## Task inputs
________

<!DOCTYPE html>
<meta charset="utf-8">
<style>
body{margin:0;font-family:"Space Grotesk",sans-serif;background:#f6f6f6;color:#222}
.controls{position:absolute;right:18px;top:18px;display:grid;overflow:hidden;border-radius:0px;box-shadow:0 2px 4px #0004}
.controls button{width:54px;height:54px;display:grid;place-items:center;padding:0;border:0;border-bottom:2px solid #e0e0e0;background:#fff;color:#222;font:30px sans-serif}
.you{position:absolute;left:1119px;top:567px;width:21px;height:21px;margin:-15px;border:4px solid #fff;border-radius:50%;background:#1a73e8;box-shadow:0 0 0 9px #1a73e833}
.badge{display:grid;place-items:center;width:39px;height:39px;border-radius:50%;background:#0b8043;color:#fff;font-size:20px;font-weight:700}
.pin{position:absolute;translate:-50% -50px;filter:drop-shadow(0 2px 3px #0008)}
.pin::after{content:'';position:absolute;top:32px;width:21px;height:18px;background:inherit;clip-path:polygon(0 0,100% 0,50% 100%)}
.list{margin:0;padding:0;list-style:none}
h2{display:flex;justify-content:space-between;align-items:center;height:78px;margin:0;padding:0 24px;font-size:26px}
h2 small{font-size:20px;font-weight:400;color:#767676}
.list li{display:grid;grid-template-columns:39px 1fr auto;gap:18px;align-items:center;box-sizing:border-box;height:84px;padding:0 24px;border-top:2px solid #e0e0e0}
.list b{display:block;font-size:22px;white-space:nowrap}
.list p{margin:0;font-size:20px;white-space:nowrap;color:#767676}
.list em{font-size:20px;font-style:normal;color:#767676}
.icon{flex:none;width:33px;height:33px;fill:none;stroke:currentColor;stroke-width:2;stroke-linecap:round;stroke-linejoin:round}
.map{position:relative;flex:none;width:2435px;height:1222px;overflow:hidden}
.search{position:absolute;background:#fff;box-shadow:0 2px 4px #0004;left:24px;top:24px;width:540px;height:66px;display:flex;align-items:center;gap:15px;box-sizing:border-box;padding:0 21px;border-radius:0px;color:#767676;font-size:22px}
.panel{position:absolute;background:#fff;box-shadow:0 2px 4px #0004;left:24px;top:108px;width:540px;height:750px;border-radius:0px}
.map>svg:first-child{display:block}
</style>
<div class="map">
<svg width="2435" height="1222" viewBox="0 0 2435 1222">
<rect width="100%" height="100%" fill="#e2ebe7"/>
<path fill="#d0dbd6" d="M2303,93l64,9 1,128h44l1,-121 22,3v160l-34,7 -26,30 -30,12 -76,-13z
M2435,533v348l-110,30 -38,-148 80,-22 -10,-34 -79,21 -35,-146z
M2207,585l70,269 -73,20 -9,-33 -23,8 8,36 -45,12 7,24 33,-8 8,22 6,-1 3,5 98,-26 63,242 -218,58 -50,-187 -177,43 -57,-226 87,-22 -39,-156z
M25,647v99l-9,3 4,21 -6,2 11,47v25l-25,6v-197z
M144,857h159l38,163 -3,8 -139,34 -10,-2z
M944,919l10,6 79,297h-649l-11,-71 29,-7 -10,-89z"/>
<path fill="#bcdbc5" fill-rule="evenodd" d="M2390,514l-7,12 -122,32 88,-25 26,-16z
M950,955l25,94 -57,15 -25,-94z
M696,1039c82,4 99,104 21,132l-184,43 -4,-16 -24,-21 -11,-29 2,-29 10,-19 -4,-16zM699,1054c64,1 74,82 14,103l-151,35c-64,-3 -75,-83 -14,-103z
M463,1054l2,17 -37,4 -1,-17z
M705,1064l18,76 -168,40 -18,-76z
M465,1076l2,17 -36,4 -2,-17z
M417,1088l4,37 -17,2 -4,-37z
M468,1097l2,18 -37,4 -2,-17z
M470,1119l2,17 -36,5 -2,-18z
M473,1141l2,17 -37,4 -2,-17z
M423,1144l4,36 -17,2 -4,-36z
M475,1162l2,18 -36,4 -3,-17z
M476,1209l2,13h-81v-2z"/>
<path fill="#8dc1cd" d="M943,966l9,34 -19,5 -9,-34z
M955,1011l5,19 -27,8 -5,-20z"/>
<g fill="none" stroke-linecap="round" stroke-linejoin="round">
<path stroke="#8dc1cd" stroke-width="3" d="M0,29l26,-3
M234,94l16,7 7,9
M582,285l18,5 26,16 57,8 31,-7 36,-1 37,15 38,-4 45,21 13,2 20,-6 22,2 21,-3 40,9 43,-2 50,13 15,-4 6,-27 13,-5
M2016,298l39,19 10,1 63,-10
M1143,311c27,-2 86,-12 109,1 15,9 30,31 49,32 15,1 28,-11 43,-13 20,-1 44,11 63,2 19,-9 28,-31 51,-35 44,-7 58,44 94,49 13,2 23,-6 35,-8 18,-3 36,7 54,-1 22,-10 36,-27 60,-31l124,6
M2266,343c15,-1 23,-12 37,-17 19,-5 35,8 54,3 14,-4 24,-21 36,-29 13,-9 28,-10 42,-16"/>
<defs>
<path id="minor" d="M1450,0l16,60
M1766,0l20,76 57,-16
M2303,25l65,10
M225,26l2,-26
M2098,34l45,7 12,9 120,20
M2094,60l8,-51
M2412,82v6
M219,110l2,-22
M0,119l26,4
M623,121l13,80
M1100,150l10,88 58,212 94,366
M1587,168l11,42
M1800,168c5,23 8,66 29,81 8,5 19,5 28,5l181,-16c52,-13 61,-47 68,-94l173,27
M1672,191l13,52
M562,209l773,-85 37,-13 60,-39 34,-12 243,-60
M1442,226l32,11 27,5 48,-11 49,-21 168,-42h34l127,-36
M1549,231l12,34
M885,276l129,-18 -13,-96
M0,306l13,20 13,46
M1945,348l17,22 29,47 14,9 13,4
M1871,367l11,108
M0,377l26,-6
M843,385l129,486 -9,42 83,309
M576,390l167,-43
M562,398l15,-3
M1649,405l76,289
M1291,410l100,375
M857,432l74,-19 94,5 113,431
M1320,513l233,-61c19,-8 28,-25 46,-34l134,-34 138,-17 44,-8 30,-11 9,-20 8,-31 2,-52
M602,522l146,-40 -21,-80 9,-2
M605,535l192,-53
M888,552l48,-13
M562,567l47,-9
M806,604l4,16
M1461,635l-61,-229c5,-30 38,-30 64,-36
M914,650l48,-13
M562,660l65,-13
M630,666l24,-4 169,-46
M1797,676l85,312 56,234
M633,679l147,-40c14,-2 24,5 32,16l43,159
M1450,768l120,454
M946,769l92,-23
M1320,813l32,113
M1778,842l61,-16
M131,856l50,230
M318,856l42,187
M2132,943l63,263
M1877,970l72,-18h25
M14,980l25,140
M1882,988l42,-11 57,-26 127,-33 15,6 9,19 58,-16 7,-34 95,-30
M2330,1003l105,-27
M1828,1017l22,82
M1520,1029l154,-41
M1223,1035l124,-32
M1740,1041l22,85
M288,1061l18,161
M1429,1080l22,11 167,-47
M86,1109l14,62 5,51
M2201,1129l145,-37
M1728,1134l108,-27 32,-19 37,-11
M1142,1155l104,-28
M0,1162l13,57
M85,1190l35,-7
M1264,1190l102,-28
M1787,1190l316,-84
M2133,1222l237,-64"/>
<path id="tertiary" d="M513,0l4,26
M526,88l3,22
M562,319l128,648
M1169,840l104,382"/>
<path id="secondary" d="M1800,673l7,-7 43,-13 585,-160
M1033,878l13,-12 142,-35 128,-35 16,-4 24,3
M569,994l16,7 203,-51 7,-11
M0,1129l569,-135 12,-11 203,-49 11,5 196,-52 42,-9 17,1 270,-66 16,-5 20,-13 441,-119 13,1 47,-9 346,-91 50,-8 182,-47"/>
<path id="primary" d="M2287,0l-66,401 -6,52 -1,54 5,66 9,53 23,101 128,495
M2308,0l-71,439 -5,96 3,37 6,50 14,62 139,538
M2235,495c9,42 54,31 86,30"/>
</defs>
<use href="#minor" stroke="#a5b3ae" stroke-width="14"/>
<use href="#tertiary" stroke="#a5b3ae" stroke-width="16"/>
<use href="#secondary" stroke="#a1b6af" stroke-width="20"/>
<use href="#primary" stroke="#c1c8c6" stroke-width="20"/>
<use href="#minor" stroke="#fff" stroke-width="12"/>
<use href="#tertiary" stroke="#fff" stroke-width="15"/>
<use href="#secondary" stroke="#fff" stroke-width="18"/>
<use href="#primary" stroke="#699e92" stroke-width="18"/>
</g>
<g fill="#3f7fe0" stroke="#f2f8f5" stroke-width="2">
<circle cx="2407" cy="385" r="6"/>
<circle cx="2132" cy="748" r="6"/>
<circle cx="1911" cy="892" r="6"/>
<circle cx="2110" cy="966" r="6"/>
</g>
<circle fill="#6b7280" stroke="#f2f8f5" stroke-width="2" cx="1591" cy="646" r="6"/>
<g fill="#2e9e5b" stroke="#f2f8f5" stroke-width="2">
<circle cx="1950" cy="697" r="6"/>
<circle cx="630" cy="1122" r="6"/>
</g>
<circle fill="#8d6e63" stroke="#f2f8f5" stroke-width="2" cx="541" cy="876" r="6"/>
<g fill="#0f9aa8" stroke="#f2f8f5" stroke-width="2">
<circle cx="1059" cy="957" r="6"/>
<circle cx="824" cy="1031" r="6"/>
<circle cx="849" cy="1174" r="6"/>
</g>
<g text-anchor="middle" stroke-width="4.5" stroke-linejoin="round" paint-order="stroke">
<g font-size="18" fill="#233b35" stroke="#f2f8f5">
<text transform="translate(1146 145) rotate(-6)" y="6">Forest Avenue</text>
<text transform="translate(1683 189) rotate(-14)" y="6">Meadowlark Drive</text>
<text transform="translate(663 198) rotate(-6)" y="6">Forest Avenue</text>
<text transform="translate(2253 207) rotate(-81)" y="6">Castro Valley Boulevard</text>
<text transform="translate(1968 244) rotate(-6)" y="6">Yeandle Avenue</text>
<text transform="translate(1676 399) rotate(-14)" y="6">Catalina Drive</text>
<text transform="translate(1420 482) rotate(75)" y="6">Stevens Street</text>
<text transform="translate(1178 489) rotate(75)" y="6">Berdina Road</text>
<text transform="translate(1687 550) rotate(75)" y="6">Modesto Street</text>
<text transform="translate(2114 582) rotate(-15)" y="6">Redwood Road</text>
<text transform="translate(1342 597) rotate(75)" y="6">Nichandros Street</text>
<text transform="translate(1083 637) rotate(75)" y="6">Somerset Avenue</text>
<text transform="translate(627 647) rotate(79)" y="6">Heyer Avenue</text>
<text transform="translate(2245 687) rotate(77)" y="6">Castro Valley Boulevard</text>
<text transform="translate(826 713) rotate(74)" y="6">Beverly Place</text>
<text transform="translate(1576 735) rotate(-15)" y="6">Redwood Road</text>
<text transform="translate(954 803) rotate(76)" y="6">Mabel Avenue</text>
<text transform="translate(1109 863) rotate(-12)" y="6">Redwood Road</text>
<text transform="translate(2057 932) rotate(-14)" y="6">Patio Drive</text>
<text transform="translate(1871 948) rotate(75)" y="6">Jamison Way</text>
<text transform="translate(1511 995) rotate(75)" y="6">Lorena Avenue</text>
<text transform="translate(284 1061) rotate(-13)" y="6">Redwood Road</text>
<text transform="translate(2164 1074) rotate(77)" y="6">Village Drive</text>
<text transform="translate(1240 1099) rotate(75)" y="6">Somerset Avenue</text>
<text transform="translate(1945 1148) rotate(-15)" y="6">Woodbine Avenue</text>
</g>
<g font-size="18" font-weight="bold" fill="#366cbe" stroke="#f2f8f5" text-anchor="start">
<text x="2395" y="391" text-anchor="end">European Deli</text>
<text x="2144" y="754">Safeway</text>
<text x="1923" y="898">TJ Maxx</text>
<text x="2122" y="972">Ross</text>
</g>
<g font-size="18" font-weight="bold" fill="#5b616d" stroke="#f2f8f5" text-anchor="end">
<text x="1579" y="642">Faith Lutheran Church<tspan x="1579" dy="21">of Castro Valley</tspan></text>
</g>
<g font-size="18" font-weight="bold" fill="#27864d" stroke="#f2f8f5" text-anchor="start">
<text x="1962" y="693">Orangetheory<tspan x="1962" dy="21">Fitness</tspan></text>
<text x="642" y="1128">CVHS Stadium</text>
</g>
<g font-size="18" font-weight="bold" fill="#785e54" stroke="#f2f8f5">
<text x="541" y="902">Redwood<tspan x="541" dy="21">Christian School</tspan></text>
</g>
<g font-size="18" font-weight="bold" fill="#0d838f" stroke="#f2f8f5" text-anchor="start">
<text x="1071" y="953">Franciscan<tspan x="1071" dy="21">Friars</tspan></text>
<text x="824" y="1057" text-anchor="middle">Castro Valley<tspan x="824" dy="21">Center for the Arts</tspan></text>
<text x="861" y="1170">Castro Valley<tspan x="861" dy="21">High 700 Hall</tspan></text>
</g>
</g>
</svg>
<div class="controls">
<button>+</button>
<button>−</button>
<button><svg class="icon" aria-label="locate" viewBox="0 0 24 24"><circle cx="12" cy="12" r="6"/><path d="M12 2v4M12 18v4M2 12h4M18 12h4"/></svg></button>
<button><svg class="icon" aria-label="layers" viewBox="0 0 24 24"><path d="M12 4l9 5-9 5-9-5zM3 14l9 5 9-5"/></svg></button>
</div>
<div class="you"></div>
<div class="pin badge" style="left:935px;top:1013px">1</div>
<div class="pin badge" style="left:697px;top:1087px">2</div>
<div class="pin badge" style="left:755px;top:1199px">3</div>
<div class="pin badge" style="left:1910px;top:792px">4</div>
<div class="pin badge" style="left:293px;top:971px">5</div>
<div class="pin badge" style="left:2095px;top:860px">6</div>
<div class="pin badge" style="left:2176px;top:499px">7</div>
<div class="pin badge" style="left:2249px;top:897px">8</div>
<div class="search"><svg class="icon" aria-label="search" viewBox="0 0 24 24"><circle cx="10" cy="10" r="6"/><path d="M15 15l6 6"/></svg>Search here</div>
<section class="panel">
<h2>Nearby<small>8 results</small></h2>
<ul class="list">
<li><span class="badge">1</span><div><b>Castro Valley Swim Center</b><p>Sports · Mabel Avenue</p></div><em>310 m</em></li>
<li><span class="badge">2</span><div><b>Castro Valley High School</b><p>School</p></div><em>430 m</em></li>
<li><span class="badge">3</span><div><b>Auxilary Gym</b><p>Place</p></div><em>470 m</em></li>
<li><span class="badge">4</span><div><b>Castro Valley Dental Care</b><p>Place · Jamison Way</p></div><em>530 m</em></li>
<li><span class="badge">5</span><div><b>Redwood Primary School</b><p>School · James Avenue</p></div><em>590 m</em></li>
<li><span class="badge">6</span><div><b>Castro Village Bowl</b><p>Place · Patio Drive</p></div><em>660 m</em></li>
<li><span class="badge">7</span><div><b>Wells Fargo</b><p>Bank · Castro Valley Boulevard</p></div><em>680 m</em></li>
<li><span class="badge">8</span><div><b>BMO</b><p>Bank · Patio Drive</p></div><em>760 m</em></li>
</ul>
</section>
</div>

________

Your task is to list each line of the records with the word "nowrap".

.list b{display:block;font-size:22px;white-space:nowrap}
.list p{margin:0;font-size:20px;white-space:nowrap;color:#767676}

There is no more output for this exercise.